Using the tool in this way can push you to come up with creative, offbeat content.

Ideate mode –

  • Write a prompt for the AI tool to create a list of blog post ideas, tweet ideas, video titles, etc.

For example, “blog post ideas for leaders about the future of work” results in:

– Leadership in the Age of Automation
– The Challenges and Opportunities for Leaders in a Technology Driven World
– How AI is Transforming Leadership and Management Practices
– Keys to Being an Effective Leader in the Digital Age
– Creating Resilient Organizations with Intelligent Technologies

  • Ditch any ideas that don’t work. (Get used to killing bad ideas fast.) Use the remaining list to prompt for more ideas.
  • If any of the ideas are relevant and useful, try writing a brief outline or rough draft of a post using one of the methods above.

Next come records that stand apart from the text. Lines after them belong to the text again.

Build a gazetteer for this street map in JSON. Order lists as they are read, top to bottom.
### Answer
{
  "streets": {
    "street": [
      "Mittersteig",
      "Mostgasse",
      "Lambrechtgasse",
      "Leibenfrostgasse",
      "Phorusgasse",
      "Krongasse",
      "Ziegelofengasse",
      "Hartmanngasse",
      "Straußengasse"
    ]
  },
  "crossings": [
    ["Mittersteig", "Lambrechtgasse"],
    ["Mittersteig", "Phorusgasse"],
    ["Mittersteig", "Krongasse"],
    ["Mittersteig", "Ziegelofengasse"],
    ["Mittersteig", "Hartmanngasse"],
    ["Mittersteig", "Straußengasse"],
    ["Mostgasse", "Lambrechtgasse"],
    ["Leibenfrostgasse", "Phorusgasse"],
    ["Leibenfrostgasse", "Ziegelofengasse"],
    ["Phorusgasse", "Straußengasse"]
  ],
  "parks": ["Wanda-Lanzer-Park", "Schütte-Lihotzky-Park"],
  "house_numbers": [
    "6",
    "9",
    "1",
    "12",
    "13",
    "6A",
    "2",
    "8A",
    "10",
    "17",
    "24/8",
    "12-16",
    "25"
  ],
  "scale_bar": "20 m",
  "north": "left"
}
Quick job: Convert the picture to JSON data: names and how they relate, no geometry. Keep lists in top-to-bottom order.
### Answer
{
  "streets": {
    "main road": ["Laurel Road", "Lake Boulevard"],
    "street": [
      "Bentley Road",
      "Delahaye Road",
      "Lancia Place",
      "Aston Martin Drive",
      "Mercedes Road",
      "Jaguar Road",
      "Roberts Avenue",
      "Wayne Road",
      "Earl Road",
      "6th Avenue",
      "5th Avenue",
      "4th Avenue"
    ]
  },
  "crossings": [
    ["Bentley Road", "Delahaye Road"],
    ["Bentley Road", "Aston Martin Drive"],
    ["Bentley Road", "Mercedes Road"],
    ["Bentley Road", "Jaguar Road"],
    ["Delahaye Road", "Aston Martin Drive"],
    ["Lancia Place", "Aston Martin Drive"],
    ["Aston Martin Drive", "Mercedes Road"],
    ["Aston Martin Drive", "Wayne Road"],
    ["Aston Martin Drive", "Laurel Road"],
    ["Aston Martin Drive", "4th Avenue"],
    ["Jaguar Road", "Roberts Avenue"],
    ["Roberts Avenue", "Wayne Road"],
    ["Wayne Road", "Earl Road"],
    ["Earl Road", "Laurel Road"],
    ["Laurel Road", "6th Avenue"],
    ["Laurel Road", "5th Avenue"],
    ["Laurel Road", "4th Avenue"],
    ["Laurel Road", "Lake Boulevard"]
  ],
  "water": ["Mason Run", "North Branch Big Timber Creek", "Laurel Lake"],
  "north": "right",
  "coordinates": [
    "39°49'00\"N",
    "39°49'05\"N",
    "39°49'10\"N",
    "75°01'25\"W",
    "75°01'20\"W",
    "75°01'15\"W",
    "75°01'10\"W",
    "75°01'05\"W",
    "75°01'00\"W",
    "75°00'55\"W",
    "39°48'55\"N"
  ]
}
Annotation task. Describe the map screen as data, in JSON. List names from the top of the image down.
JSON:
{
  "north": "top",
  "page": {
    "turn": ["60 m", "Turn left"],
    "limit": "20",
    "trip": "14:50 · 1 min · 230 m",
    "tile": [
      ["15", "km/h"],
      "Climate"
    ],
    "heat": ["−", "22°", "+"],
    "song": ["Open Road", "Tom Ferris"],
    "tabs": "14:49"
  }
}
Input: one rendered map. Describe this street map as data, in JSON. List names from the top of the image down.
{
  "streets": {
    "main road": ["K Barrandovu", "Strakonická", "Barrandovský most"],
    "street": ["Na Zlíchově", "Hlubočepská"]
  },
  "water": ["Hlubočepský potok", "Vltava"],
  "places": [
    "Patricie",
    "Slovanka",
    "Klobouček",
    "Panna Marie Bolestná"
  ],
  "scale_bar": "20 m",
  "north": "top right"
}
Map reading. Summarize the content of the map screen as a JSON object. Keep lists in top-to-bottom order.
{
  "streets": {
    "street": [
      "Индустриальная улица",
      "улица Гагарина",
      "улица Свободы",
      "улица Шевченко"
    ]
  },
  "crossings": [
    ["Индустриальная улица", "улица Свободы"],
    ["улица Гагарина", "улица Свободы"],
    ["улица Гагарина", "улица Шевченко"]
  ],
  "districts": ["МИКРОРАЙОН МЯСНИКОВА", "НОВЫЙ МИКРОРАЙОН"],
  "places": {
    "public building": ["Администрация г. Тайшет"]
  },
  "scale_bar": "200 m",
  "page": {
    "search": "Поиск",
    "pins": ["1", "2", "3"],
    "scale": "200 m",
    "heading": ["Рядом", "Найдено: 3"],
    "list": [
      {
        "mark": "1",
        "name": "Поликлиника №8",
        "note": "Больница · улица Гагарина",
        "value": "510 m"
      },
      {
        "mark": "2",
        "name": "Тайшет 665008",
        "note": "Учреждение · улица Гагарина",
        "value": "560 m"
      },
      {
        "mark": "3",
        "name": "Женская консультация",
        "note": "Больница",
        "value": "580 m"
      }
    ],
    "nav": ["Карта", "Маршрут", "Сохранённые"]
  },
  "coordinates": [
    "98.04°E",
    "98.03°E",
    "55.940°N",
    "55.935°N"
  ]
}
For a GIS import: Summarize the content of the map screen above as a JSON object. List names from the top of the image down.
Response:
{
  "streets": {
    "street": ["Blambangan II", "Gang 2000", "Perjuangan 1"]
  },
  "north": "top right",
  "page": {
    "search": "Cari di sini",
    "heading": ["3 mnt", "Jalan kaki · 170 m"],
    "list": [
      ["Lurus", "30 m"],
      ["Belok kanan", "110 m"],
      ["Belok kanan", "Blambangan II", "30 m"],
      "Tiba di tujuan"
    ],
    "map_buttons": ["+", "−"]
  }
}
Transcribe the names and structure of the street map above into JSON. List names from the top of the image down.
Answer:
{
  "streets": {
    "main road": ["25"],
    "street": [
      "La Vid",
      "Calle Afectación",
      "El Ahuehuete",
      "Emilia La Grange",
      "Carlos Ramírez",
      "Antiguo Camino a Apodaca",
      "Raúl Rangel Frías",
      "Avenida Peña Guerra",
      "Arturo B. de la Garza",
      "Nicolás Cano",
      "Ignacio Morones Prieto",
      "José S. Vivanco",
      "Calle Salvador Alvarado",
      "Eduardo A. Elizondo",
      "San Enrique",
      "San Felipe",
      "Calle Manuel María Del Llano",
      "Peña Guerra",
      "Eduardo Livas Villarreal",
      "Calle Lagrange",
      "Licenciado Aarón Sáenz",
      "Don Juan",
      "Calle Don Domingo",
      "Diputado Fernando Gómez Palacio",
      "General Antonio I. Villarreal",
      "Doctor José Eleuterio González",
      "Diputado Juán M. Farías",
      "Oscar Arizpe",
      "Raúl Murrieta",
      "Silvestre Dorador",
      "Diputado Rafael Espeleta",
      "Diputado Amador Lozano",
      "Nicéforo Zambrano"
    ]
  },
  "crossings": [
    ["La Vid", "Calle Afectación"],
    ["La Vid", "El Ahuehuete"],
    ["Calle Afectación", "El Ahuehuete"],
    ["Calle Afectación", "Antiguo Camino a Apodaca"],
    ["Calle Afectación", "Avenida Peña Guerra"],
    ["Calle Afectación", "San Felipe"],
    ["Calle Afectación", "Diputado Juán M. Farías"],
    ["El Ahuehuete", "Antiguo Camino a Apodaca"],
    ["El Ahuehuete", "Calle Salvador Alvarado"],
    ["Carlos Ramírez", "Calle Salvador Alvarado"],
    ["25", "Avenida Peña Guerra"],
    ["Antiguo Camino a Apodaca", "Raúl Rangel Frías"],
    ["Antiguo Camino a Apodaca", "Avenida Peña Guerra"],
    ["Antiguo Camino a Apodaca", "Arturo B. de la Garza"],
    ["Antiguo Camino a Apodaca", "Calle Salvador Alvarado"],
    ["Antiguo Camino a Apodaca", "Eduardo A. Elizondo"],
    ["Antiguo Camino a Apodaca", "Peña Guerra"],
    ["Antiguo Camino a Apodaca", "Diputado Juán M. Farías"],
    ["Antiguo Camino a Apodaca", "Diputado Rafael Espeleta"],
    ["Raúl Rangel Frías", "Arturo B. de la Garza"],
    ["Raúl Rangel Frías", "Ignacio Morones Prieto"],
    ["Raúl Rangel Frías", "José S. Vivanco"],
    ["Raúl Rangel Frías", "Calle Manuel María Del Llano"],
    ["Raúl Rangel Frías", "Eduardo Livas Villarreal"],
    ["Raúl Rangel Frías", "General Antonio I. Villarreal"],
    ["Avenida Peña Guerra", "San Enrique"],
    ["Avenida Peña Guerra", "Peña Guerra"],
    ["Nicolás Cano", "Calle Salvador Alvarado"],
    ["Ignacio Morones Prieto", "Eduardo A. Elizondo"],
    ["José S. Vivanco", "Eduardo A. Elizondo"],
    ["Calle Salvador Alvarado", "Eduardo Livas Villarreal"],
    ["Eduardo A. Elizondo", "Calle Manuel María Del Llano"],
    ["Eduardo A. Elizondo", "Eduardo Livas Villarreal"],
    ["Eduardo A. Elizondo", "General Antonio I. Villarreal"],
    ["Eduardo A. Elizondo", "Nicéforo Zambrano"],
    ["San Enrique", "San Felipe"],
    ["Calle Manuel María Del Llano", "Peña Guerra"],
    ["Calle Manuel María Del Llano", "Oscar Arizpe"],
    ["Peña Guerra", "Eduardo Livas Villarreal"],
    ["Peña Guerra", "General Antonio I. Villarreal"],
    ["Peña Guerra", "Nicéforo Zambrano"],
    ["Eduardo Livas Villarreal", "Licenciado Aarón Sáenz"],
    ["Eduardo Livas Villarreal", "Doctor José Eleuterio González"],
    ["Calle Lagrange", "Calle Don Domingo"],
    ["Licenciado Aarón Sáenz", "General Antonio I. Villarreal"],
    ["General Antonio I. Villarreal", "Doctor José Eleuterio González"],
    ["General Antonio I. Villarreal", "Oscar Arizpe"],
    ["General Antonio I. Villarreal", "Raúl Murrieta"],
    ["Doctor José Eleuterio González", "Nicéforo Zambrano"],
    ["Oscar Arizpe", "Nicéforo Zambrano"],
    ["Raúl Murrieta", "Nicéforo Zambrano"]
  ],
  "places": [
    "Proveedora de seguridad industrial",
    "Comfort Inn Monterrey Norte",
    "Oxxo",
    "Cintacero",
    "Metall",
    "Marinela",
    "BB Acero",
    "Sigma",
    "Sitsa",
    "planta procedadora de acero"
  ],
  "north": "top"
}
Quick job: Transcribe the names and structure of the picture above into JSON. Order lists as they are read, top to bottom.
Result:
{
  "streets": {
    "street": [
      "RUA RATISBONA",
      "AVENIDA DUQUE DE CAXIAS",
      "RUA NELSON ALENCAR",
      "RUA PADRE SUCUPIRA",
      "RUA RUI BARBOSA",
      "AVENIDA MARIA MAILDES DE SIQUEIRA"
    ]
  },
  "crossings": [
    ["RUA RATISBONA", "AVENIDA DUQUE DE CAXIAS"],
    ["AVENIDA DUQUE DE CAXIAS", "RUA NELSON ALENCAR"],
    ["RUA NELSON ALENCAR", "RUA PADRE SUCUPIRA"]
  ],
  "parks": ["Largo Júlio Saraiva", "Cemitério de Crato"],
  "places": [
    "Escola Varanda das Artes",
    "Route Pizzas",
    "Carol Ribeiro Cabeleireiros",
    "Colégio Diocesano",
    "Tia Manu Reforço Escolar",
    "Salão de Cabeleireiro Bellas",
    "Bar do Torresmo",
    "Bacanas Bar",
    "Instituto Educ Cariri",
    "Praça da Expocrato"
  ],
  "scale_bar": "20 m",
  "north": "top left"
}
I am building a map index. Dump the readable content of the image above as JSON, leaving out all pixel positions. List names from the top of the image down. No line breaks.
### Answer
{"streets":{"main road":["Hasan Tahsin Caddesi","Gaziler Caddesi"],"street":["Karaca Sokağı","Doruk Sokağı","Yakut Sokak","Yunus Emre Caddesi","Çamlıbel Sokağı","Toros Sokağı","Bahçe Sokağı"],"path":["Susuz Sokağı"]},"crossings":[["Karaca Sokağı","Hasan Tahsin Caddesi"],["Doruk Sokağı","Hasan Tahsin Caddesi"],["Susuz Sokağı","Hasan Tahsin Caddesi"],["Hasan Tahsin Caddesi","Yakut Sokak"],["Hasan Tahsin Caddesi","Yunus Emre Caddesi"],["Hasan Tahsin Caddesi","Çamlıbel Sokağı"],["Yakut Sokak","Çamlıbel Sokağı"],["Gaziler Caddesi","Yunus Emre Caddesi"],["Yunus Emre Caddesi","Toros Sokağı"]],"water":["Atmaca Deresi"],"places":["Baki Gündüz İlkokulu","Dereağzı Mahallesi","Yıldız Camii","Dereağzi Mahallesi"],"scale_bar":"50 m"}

This approach can extend your brainstorming range, but make sure you emphasize the human aspects of content creation – editing, revising, and proofreading – as well as adding your own voice to what you write.

Getting used to the AI-augmented human work future

I’m not going to lie: this does takes practice. We all have a lot to learn. As a writer, using these ai writing tools well will require you to flex both ‘sides’ of your brain: creativity and analysis. As a manager, you’ll need to give clear briefs and hone your editorial skills. And while you’re at it, you’ll also want to use these tools yourself, so you’ll be acquiring a fresh set of skills to be able to use them in an effective and meaningful way.

But whatever your role on the team, by keeping the humans at at the center — both the humans you’re writing for and the humans steering the writing process — you can create content that stands out for its distinctiveness and insight.

The key is to keep a watchful eye on the process, check facts, make sure the tone stays true to what you want it to be. And just remember: at least for now, AI writing tools are only as good as the humans using them. So learn to use them well. Learn to manage humans who are using the tools. The productivity boost we get from these tools will create the next big wave in the future of work; we’re all better off learning to ski with style in the wake.